* Try it *
Exactly as written, retype all of the records that come next.

--- Data in this exercise ---

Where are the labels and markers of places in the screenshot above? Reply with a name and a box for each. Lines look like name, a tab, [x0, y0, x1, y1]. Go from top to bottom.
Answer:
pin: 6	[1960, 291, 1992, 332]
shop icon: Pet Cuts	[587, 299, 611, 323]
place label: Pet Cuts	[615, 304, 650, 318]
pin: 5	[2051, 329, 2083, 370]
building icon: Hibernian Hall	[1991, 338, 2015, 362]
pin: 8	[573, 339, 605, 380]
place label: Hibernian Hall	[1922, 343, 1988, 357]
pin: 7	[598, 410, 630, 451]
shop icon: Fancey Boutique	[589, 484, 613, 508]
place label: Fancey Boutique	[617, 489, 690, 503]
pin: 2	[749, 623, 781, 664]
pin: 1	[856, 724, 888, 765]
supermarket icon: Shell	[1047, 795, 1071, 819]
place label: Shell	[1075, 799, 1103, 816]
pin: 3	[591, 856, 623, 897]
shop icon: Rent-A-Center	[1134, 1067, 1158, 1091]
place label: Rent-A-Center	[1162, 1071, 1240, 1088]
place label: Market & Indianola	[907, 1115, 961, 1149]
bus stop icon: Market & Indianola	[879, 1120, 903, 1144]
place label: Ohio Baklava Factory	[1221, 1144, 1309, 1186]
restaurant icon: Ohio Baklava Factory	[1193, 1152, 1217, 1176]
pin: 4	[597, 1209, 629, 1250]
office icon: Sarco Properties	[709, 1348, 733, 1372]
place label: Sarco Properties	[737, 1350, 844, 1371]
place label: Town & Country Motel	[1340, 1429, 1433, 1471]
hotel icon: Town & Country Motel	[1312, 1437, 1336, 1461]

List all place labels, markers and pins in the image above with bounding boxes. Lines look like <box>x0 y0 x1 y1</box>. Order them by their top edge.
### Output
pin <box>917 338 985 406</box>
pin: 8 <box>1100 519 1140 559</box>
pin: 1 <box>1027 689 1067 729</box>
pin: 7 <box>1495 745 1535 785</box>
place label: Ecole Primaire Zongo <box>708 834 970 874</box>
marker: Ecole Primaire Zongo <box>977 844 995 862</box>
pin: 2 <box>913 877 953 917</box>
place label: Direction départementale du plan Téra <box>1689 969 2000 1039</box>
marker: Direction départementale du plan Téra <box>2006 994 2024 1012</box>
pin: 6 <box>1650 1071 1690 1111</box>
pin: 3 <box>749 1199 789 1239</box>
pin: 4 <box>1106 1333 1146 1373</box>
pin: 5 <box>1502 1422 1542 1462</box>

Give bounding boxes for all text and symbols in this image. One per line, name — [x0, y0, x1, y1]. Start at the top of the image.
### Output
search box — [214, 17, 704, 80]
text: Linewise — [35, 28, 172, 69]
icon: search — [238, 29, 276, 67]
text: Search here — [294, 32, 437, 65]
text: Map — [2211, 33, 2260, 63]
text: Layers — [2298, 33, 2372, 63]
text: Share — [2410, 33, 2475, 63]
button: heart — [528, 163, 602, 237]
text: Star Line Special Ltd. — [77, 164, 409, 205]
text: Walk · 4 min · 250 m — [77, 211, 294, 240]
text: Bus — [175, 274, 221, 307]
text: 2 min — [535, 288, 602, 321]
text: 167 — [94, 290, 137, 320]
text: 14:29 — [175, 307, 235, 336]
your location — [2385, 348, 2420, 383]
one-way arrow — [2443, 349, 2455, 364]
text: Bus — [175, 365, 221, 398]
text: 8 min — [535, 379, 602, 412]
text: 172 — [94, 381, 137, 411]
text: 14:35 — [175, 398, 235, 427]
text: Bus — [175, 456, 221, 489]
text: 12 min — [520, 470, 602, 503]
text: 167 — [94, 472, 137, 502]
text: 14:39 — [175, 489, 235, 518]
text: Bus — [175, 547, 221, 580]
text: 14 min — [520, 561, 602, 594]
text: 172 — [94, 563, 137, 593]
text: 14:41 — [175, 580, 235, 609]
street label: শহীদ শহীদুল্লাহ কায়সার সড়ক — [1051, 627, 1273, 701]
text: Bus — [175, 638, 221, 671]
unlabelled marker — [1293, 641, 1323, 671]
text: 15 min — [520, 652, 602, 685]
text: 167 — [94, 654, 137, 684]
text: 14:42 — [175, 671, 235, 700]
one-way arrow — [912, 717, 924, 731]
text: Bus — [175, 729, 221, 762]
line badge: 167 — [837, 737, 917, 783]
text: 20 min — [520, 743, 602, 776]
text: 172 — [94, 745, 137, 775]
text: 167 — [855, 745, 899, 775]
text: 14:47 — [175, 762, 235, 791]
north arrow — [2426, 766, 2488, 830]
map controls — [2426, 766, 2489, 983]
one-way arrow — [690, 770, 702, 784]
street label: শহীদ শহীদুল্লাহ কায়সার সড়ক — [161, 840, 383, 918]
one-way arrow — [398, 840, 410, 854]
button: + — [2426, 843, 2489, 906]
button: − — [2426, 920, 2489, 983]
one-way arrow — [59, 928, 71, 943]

---

* Answer to the problem *
Where are the labels and markers of places in the screenshot above? Reply with a name and a box for each. Lines look like name, a tab, [x0, y0, x1, y1]. Go from top to bottom.
Answer:
pin: 6	[1960, 291, 1992, 332]
shop icon: Pet Cuts	[587, 299, 611, 323]
place label: Pet Cuts	[615, 304, 650, 318]
pin: 5	[2051, 329, 2083, 370]
building icon: Hibernian Hall	[1991, 338, 2015, 362]
pin: 8	[573, 339, 605, 380]
place label: Hibernian Hall	[1922, 343, 1988, 357]
pin: 7	[598, 410, 630, 451]
shop icon: Fancey Boutique	[589, 484, 613, 508]
place label: Fancey Boutique	[617, 489, 690, 503]
pin: 2	[749, 623, 781, 664]
pin: 1	[856, 724, 888, 765]
supermarket icon: Shell	[1047, 795, 1071, 819]
place label: Shell	[1075, 799, 1103, 816]
pin: 3	[591, 856, 623, 897]
shop icon: Rent-A-Center	[1134, 1067, 1158, 1091]
place label: Rent-A-Center	[1162, 1071, 1240, 1088]
place label: Market & Indianola	[907, 1115, 961, 1149]
bus stop icon: Market & Indianola	[879, 1120, 903, 1144]
place label: Ohio Baklava Factory	[1221, 1144, 1309, 1186]
restaurant icon: Ohio Baklava Factory	[1193, 1152, 1217, 1176]
pin: 4	[597, 1209, 629, 1250]
office icon: Sarco Properties	[709, 1348, 733, 1372]
place label: Sarco Properties	[737, 1350, 844, 1371]
place label: Town & Country Motel	[1340, 1429, 1433, 1471]
hotel icon: Town & Country Motel	[1312, 1437, 1336, 1461]

List all place labels, markers and pins in the image above with bounding boxes. Lines look like <box>x0 y0 x1 y1</box>. Order them by their top edge.
### Output
pin <box>917 338 985 406</box>
pin: 8 <box>1100 519 1140 559</box>
pin: 1 <box>1027 689 1067 729</box>
pin: 7 <box>1495 745 1535 785</box>
place label: Ecole Primaire Zongo <box>708 834 970 874</box>
marker: Ecole Primaire Zongo <box>977 844 995 862</box>
pin: 2 <box>913 877 953 917</box>
place label: Direction départementale du plan Téra <box>1689 969 2000 1039</box>
marker: Direction départementale du plan Téra <box>2006 994 2024 1012</box>
pin: 6 <box>1650 1071 1690 1111</box>
pin: 3 <box>749 1199 789 1239</box>
pin: 4 <box>1106 1333 1146 1373</box>
pin: 5 <box>1502 1422 1542 1462</box>

Give bounding boxes for all text and symbols in this image. One per line, name — [x0, y0, x1, y1]. Start at the top of the image.
### Output
search box — [214, 17, 704, 80]
text: Linewise — [35, 28, 172, 69]
icon: search — [238, 29, 276, 67]
text: Search here — [294, 32, 437, 65]
text: Map — [2211, 33, 2260, 63]
text: Layers — [2298, 33, 2372, 63]
text: Share — [2410, 33, 2475, 63]
button: heart — [528, 163, 602, 237]
text: Star Line Special Ltd. — [77, 164, 409, 205]
text: Walk · 4 min · 250 m — [77, 211, 294, 240]
text: Bus — [175, 274, 221, 307]
text: 2 min — [535, 288, 602, 321]
text: 167 — [94, 290, 137, 320]
text: 14:29 — [175, 307, 235, 336]
your location — [2385, 348, 2420, 383]
one-way arrow — [2443, 349, 2455, 364]
text: Bus — [175, 365, 221, 398]
text: 8 min — [535, 379, 602, 412]
text: 172 — [94, 381, 137, 411]
text: 14:35 — [175, 398, 235, 427]
text: Bus — [175, 456, 221, 489]
text: 12 min — [520, 470, 602, 503]
text: 167 — [94, 472, 137, 502]
text: 14:39 — [175, 489, 235, 518]
text: Bus — [175, 547, 221, 580]
text: 14 min — [520, 561, 602, 594]
text: 172 — [94, 563, 137, 593]
text: 14:41 — [175, 580, 235, 609]
street label: শহীদ শহীদুল্লাহ কায়সার সড়ক — [1051, 627, 1273, 701]
text: Bus — [175, 638, 221, 671]
unlabelled marker — [1293, 641, 1323, 671]
text: 15 min — [520, 652, 602, 685]
text: 167 — [94, 654, 137, 684]
text: 14:42 — [175, 671, 235, 700]
one-way arrow — [912, 717, 924, 731]
text: Bus — [175, 729, 221, 762]
line badge: 167 — [837, 737, 917, 783]
text: 20 min — [520, 743, 602, 776]
text: 172 — [94, 745, 137, 775]
text: 167 — [855, 745, 899, 775]
text: 14:47 — [175, 762, 235, 791]
north arrow — [2426, 766, 2488, 830]
map controls — [2426, 766, 2489, 983]
one-way arrow — [690, 770, 702, 784]
street label: শহীদ শহীদুল্লাহ কায়সার সড়ক — [161, 840, 383, 918]
one-way arrow — [398, 840, 410, 854]
button: + — [2426, 843, 2489, 906]
button: − — [2426, 920, 2489, 983]
one-way arrow — [59, 928, 71, 943]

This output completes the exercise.